Books, Pop Culture and Political Humor from J.D. Rhoades, best-selling author, attorney, and award-winning newspaper columnist.
"Like [Lee] Child, Rhoades dishes out one airtight action scene after another, mixing in just enough character-building moments and holding our interest in a full cast of nicely developed supporting players."-Booklist
As another year draws to a close, many columnists and pundits are looking back at the year gone by. But as you well know, this column is always looking ahead. Therefore, we present for your delectation our annual Year in PREview:
JANUARY: President Obama finally caves in to pressure from the American right and uses the words “Islamic extremist” for the first time in a nationally televised speech. All the terrorists immediately lay down their arms and surrender to local authorities. “We have survived the infidel’s smart bombs and drone strikes,” states former jihadist Ali Wali ibn-Babali. “But no one can resist being called by that … that name!”
FEBRUARY: The nation is shocked when The New York Times reports a surprise win in the Iowa caucuses by former Virginia Gov. Jim Gilmore. Half a dozen other news outlets follow suit. Two days later, the Times admits that its story was wrong and that its only source was a prank phone call from a 16-year-old in Arizona. The paper promises an investigation to determine what went wrong.
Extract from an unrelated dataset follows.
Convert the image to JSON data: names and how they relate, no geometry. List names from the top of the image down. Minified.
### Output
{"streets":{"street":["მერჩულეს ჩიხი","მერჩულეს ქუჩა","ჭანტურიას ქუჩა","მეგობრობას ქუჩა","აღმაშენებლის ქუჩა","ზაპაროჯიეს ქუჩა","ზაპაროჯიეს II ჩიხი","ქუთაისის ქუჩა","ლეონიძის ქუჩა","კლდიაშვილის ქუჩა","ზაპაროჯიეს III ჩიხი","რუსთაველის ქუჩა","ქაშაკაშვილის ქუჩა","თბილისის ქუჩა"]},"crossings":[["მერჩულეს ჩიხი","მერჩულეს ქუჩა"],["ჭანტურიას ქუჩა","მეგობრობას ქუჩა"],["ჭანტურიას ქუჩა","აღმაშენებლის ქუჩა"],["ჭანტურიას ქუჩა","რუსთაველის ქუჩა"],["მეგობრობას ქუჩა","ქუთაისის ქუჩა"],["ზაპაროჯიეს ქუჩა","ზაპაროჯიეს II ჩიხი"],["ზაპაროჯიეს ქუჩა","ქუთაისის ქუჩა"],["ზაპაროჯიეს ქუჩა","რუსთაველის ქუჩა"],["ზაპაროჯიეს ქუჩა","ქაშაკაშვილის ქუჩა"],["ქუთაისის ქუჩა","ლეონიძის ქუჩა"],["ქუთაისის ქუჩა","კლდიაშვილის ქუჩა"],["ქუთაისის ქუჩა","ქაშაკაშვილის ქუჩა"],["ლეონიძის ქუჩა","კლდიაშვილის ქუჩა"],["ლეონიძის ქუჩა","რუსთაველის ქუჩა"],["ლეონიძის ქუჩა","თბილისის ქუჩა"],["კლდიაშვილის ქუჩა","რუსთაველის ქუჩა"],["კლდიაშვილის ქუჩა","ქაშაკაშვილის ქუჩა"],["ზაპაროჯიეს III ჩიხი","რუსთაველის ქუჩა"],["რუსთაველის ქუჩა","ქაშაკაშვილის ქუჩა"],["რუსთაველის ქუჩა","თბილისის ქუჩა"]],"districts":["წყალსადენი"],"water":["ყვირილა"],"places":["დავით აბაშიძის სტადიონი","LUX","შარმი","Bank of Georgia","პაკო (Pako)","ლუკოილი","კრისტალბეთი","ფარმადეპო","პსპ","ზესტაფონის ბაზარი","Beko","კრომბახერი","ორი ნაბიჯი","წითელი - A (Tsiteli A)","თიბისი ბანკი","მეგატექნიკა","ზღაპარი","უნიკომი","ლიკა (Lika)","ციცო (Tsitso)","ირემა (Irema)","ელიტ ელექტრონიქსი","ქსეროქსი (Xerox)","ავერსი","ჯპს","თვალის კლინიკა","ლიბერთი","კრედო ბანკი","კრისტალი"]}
MARCH: Faced with sagging poll numbers, Donald Trump takes the unusual step of announcing his proposed vice-presidential pick months before the GOP convention. In front of a crowd of cheering supporters, he announces that he’s choosing Russian President and right-wing darling Vladimir Putin. “Sure, he murders journalists and brutally invades weaker countries just because he can,” Trump bellows, “but at least he’s a leader!” Trump’s poll numbers immediately skyrocket among Republican voters.
APRIL: Donald Trump becomes the presumptive Republican nominee when all the other candidates either disappear or die under suspicious circumstances. Presumptive vice-presidential nominee Vladimir Putin releases a statement that reads: “Putin very sad. But presidential campaign not for weaklings. By the way, Putin was nowhere near any of them. Putin have witnesses.”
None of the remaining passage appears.